Parler avec des enfants au sujet de suicide a pu sauver des durées

Car les chevreaux se dirigent de nouveau à l'école cette année, bon nombre d'entre eux lutteront. Selon la statistique nationale, nous détruisons plus de 2.000 enfants et adolescents par an au suicide.

Les experts disent que les parents qui signent régulièrement avec leur enfant pourrait avoir une conversation de sauvetage.

« Une conversation au sujet de dépression ou de suicide va être difficile, mais vous pouvez l'avoir sans mettre un jeune en danger et il peut être très utile, » dit John Ackerman, PhD, psychologue clinicien et Coordinateur de prévention du suicide pour le centre pour la prévention du suicide et la recherche à l'hôpital pour enfants au niveau national. « Pour le jeune, avoir cette discussion peut incroyablement détendre. C'est une opportunité puissante de comprendre qu'étant avec émotion ouvert, particulièrement au sujet des pensées de suicide, peut mener à la guérison et au lien plutôt que shame et isolement. »

Selon des experts en matière de prévention du suicide, l'interrogation d'un enfant directement au sujet des pensées suicidaires est habituellement la meilleure chose qu'un parent peut faire pour aider leur enfant à s'ouvrir au sujet de leurs émotions. Même si leur enfant ne lutte pas avec le suicide ou la dépression, les parents peuvent modéliser pour leur enfant qu'il est bon de parler des préoccupations émotives profondes avec les adultes de confiance et important pour atteindre à l'extérieur aux amis pour avoir ces conversations, aussi.

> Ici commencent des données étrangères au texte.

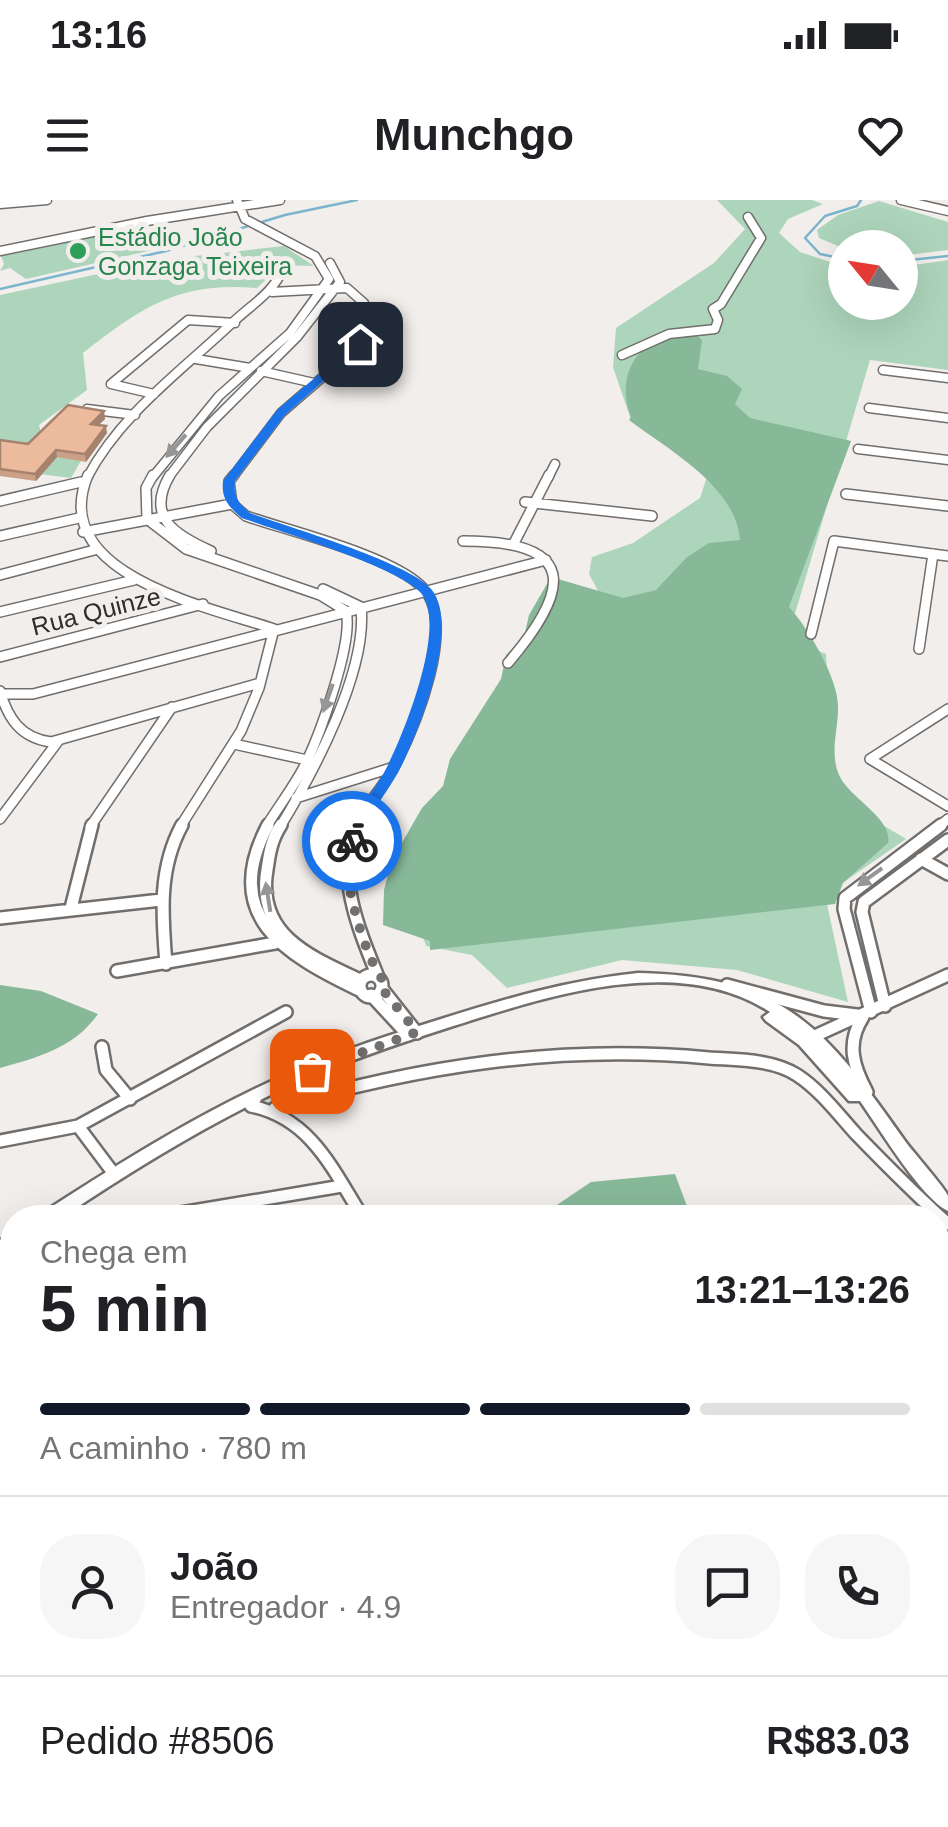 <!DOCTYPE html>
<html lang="pt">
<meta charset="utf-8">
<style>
:root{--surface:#fff;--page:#f6f6f6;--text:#202124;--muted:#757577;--line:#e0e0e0;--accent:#111827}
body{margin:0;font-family:Arial,sans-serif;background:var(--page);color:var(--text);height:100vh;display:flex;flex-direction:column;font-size:38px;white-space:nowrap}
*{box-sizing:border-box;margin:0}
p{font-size:32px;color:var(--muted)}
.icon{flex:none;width:55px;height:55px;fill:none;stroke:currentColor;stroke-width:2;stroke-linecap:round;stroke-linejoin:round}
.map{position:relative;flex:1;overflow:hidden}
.side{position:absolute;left:0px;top:1005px;width:950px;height:622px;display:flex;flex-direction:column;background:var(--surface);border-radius:40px 40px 0 0;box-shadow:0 10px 40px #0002}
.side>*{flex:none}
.needle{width:65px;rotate:300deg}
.fabs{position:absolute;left:828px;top:30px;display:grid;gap:20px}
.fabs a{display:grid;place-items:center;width:90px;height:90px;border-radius:50%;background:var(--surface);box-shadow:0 10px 40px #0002;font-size:50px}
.pin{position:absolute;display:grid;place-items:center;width:85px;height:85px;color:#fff;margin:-42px;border-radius:20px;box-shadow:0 5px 15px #0006}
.courier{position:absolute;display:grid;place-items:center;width:100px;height:100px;margin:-50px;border:8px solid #1a73e8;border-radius:50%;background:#fff;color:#222;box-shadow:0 2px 12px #0007}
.head em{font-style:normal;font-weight:800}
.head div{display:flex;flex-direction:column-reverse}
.head{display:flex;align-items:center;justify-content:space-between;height:170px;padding:0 40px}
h1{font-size:65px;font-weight:800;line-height:75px}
.bar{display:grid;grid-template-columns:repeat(4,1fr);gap:15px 10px;align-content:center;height:120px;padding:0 40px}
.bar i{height:12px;border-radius:8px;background:var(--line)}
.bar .on{background:var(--accent)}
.bar p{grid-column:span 4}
.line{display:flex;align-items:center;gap:25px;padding:0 40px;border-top:2px solid var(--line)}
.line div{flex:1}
.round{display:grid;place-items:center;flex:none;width:105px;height:105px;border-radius:40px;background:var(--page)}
.status{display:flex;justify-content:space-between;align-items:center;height:70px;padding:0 50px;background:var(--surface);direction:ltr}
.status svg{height:28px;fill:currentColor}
header{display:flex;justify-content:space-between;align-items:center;height:130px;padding:0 40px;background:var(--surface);font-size:45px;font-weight:800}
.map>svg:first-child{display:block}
.green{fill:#add5bb}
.forest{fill:#87b999}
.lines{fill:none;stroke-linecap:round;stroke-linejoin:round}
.stream{stroke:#7ab5cc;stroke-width:2.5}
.minor-far3-casing{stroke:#716e6c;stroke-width:11}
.minor-far2-casing{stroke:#716e6c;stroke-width:12}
.minor-far1-casing{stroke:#716e6c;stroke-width:16}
.minor-casing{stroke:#716e6c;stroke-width:20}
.secondary-casing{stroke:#716e6c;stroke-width:5}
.minor-far3{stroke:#fff;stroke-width:8}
.minor-far2{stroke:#fff;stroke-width:9}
.minor-far1{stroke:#fff;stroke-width:11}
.minor{stroke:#fff;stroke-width:15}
.secondary{fill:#fff;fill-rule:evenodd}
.wall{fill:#cba087}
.shaded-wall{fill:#a5826e}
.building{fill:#ecba9d;stroke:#a5826e;stroke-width:2.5}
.oneway{fill:#979696}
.route{fill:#1a73e8}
.done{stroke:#737170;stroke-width:10;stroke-dasharray:0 18}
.leisure-dot{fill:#2e9e5b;stroke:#f2eeec;stroke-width:4}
.labels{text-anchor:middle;stroke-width:10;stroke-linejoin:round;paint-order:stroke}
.far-leisure-label{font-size:25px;fill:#27864d;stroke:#f2eeec;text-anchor:start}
.far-street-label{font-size:25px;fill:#2f2e2d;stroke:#f2eeec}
</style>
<div class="status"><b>13:16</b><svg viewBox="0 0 49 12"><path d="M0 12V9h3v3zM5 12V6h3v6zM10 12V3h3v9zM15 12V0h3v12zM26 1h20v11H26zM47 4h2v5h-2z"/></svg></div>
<header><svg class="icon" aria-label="menu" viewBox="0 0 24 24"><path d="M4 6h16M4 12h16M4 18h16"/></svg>Munchgo<svg class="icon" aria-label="heart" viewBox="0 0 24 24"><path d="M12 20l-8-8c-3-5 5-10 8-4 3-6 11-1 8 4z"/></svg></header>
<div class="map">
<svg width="948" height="1627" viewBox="0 0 948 1627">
<rect width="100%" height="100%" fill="#f2eeec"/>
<path class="green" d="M 717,0 L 812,0 L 823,4 L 788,19 L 779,33 L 800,52 L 845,67 L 845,102 L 900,102 L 900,67 L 948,60 L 948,170 L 870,160 L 794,417 L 794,441 L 826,454 L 831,554 L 846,603 L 906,639 L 825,695 L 848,802 L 737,770 L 622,760 L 507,788 L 472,755 L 426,746 L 421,731 L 605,404 L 589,374 L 592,357 L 633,343 L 700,298 L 713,258 L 630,217 L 613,167 L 616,128 L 714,63 L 745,29 Z
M 879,1 L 948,22 L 948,50 L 900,56 L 900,48 L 845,49 L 819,38 L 817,30 L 838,15 Z
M 135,25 L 157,49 L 26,79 L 10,68 L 0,71 L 4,64 L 0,53 Z
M 284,46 L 314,66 L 281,65 L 257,88 C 179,82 143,106 83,153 L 87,190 L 39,225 L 44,244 L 86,252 L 71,278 L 0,269 L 0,95 L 168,59 Z
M 12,1368 L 12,1554 L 0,1547 L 0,1371 Z"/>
<path class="forest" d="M 687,128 L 702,140 L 698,169 L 727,176 L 742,189 L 735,204 L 750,218 L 851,241 L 789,407 C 808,428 837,476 838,505 C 839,528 829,552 839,575 C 849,598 893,618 888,643 L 843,683 L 835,704 L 430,750 L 430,741 L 383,725 L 384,690 L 392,660 L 422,608 L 443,586 L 450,559 L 501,479 L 506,455 L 524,437 L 529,415 L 551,377 L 623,398 L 656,390 L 687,357 L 709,343 L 740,340 C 736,286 667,249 629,220 L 631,217 C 613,170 643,136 687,128 Z
M 0,785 L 41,791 L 98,814 C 74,848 39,857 0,868 Z
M 675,974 L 691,1017 L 539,1017 L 591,982 Z
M 50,1615 L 643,1615 L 649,1625 L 33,1627 Z"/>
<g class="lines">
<path class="stream" d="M 845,59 L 820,54 L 805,38 L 825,16 L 857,6 L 861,0
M 900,61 L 948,56
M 0,89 L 166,51 L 285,15 L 357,0"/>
<g class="minor-far3-casing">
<path id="minor-far3" d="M 901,0 L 948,11
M 0,4 L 47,0
M 0,51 L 147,21 L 280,0
M 622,155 L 669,134 L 715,129 L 718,120 L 713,109 L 721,104 L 761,38 L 748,17
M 196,159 L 250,168
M 883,170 L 948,178
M 261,171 L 314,183
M 154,194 L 111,184 L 188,120 L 235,123
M 869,208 L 948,218
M 87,209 L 135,215
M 858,249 L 948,260
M 87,278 C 120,215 180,172 231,124 C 253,103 271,95 284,68
M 152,278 L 219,196 L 290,133 L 329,79 L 315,56 L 245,19 L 237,0
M 168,278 L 207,227 L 297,137 L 340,82 L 330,63
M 232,278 L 281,213 L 361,144 L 370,127 L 364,103 L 347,88 L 272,92
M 548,278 L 555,264"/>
</g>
<g class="minor-far2-casing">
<path id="minor-far2" d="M 88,275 C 46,375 210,407 274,429 L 259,488 L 241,531 L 180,627
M 153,275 L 146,288 L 147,319 L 186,349 L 320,395 L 346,411 C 354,442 319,537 304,567 C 293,588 278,607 266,627
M 170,275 C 145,317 175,335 211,351
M 234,275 L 229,281 L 232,304 L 246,316 C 289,331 393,356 423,388 C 457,425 416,524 396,563 C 385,586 366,604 354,627
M 846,294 L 948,306
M 0,301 L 81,282
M 525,302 L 652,316
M 83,332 L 232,304
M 0,336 L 79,318
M 463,341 C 577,341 573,387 508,463
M 513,345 L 549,275
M 0,375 L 98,349
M 0,412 L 134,380
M 811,434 L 834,341 L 948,356
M 919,449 L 933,354
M 0,457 L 203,404
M 0,491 C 8,519 21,538 51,542 L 260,483
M 0,494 L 33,494 L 546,360
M 948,509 L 870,559 L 948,606
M 234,544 L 307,560
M 296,598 L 394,567
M 0,619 L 59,540
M 90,627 L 172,507
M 280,627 C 313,573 368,471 361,407 L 323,389
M 938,627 L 948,619"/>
</g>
<g class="minor-far1-casing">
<path id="minor-far1" d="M 268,625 C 220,716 284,754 359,790
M 281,625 C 270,642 269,656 266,677 C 260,738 314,758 360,780
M 356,625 C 335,675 359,730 378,777
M 921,659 L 948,674
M 71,708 L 92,625
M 0,718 L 161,700
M 166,764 C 162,715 158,669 182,625
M 117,771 L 275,743
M360 786a11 11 0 1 1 22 0a11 11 0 1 1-22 0Z
M 727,785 L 824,811 L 857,815
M 383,790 L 417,833
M 371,795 L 408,835
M 885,806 L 862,712 L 864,702 L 948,640
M 871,812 L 844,709 L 845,698 L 941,625
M 863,817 C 846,843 853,866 867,892
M 806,840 L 948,775
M 102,847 L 106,870 L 130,899
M 258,894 L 251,906 C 311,918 333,970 363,1018
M 275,908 C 419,866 559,844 709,858 C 737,860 772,859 797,875 C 820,890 838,914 856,934 C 886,965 916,995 948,1024
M 78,926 L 114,974
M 0,941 L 78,926 L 286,812
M 151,1018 L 342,986
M 0,1063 L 12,1059"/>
</g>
<g class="minor-casing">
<path id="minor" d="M 12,1093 L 4,1106 L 12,1140
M 0,1154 L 12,1151
M 0,1296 L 12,1291"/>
</g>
<g class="secondary-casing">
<path id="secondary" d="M 638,773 C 785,776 826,829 905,941 C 912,951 946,989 948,996 C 948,1001 948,1006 948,1011 C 921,998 879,928 860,901 L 849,901 L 799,845 L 766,821 L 763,817 L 770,812 C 675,750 539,799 441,830 C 375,851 311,874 250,905 C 185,938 122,977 61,1018 L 40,1018 L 42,1013 C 121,962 201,912 287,874 C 336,852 387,836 438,820 C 504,799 569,780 638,773 Z
M 12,1034 L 12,1049 L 0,1056 L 0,1040 Z"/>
</g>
<use href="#minor-far3" class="minor-far3"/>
<use href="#minor-far2" class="minor-far2"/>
<use href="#minor-far1" class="minor-far1"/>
<use href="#minor" class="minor"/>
<use href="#secondary" class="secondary"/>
</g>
<path class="wall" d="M 104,211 L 105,219 L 99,225 L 107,233 L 86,262 L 57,257 L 36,281 L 0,276 L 0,240 L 28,244 Z"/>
<path class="shaded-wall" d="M 104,211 L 105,219 L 92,231 L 91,224 Z
M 106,226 L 107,233 L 86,262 L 85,254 Z
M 56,250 L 57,257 L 36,281 L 35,274 Z"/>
<path class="building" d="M 68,205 L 104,211 L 91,224 L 106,226 L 85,254 L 56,250 L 35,274 L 0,269 L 0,240 L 28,244 Z"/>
<defs><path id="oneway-solid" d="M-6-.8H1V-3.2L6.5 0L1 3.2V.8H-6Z" transform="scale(2.5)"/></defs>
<g class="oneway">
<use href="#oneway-solid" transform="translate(176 246) rotate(131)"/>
<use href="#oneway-solid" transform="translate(328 498) rotate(109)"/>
<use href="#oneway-solid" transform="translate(870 677) rotate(144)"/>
<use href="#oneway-solid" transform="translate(268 697) rotate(-99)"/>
</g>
<path class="route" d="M 357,142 L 366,144 L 285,215 L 235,281 C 233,297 239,303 250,313 C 288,327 412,363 432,390 C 460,428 420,527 402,565 C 391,587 374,608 361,629 L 359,641 L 352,645 L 345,641 L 346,629 C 360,608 377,587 388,565 C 404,533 450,420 419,391 C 390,364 283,333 242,318 C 229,307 221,299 223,281 L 277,210 Z"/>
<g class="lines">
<path class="done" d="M 312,871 L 417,832 L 383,790 L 385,782 C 369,768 348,695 348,672 C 348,662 350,651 352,641"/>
</g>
<circle class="leisure-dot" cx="78" cy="51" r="10"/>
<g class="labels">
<g class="far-leisure-label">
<text x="98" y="46">Estádio João<tspan x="98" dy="29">Gonzaga Teixeira</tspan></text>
</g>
<g class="far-street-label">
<text transform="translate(96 411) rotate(-14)" y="9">Rua Quinze</text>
</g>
</g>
</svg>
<div class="fabs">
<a><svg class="needle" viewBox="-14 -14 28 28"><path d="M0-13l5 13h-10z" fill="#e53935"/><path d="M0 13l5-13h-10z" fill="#757577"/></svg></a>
</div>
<div class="pin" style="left:312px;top:871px;background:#ea580c"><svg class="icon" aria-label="bag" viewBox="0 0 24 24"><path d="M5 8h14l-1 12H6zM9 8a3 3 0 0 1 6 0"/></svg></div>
<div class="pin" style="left:360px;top:144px;background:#1f2937"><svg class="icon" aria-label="home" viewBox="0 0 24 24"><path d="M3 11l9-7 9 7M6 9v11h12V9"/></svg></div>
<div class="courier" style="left:352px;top:641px"><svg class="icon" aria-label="bike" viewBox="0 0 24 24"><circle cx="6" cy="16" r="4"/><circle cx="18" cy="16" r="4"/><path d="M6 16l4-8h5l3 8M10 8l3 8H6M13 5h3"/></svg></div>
<section class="side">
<div class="head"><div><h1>5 min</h1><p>Chega em</p></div><em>13:21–13:26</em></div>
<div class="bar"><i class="on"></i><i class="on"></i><i class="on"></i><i></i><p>A caminho · 780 m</p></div>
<div class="line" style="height:180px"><a class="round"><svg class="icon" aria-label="person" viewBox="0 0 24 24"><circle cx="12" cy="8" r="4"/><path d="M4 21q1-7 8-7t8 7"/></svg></a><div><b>João</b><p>Entregador · 4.9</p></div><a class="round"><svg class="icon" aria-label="chat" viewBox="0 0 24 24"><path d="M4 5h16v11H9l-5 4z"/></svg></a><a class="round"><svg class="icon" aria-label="phone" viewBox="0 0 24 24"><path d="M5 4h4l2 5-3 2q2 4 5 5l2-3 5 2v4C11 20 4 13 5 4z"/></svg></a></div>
<div class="line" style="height:130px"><div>Pedido #8506</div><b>R$83.03</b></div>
</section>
</div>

Selon M. Ackerman, si l'ami de votre enfant leur dit ils se sentent suicidaires, votre enfant devrait dire à leur ami qu'ils s'inquiètent de eux et reconnaissent qu'ils blessent. Après que leur ami sache qu'ils sont écoutés et supporté, la prochaine opération est de demander particulièrement s'ils pensent au suicide ou d'avoir essayé de se détruire. Ceci devrait être fait d'une voie compatissante exempt de jugement. S'ils disent que « oui » ou même « je ne suis pas sûr, » un adulte de confiance devrait être dit immédiatement. Ne laissez jamais quelqu'un seul s'ils montrent des signaux d'alarme de suicide.

« C'est une conversation qui sauve des durées, » a dit M. Ackerman, qui dit que son objectif est de recenser des chevreaux avant qu'ils aient une crise ou d'aller des années sans demande de règlement. Les statistiques des instituts nationaux de la santé mentale indiquent que la moitié des enjeux de la santé mentale commencent par l'âge 14.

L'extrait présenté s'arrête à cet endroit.